A complete, word-for-word restatement of the entries is needed.

◇ ◇ ◇ ◇

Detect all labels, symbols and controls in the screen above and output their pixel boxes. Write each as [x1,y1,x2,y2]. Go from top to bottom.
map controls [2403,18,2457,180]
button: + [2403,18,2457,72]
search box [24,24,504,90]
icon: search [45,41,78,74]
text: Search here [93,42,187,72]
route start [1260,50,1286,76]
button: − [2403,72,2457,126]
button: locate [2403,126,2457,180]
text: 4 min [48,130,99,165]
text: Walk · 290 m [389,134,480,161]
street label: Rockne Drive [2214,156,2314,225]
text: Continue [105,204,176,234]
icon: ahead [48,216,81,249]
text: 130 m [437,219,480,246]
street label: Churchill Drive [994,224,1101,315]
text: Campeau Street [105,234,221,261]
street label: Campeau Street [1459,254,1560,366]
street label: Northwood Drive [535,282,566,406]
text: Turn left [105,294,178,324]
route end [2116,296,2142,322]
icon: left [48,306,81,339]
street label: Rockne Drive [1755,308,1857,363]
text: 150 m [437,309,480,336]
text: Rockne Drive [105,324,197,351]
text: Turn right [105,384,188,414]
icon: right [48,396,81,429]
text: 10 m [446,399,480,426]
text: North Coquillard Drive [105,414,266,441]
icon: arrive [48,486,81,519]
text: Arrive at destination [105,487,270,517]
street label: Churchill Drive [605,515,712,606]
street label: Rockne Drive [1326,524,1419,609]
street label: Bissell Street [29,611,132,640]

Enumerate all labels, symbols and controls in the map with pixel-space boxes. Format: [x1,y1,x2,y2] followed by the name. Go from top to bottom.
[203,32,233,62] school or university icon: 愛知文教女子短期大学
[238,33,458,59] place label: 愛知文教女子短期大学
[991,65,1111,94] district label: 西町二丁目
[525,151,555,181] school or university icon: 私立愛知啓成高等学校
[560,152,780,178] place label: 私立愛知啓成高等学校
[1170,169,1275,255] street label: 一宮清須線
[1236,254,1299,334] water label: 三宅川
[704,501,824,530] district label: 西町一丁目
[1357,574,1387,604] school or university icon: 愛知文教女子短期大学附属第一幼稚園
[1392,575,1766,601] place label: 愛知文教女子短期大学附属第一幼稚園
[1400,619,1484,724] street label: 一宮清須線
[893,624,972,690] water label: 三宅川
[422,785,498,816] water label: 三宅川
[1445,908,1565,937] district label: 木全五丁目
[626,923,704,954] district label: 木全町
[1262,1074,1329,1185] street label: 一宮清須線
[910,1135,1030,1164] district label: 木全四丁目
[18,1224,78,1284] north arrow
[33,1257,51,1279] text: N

◇ ◇ ◇ ◇

WRITTEN ANSWER —
Detect all labels, symbols and controls in the screen above and output their pixel boxes. Write each as [x1,y1,x2,y2]. Go from top to bottom.
map controls [2403,18,2457,180]
button: + [2403,18,2457,72]
search box [24,24,504,90]
icon: search [45,41,78,74]
text: Search here [93,42,187,72]
route start [1260,50,1286,76]
button: − [2403,72,2457,126]
button: locate [2403,126,2457,180]
text: 4 min [48,130,99,165]
text: Walk · 290 m [389,134,480,161]
street label: Rockne Drive [2214,156,2314,225]
text: Continue [105,204,176,234]
icon: ahead [48,216,81,249]
text: 130 m [437,219,480,246]
street label: Churchill Drive [994,224,1101,315]
text: Campeau Street [105,234,221,261]
street label: Campeau Street [1459,254,1560,366]
street label: Northwood Drive [535,282,566,406]
text: Turn left [105,294,178,324]
route end [2116,296,2142,322]
icon: left [48,306,81,339]
street label: Rockne Drive [1755,308,1857,363]
text: 150 m [437,309,480,336]
text: Rockne Drive [105,324,197,351]
text: Turn right [105,384,188,414]
icon: right [48,396,81,429]
text: 10 m [446,399,480,426]
text: North Coquillard Drive [105,414,266,441]
icon: arrive [48,486,81,519]
text: Arrive at destination [105,487,270,517]
street label: Churchill Drive [605,515,712,606]
street label: Rockne Drive [1326,524,1419,609]
street label: Bissell Street [29,611,132,640]

Enumerate all labels, symbols and controls in the map with pixel-space boxes. Format: [x1,y1,x2,y2] followed by the name. Go from top to bottom.
[203,32,233,62] school or university icon: 愛知文教女子短期大学
[238,33,458,59] place label: 愛知文教女子短期大学
[991,65,1111,94] district label: 西町二丁目
[525,151,555,181] school or university icon: 私立愛知啓成高等学校
[560,152,780,178] place label: 私立愛知啓成高等学校
[1170,169,1275,255] street label: 一宮清須線
[1236,254,1299,334] water label: 三宅川
[704,501,824,530] district label: 西町一丁目
[1357,574,1387,604] school or university icon: 愛知文教女子短期大学附属第一幼稚園
[1392,575,1766,601] place label: 愛知文教女子短期大学附属第一幼稚園
[1400,619,1484,724] street label: 一宮清須線
[893,624,972,690] water label: 三宅川
[422,785,498,816] water label: 三宅川
[1445,908,1565,937] district label: 木全五丁目
[626,923,704,954] district label: 木全町
[1262,1074,1329,1185] street label: 一宮清須線
[910,1135,1030,1164] district label: 木全四丁目
[18,1224,78,1284] north arrow
[33,1257,51,1279] text: N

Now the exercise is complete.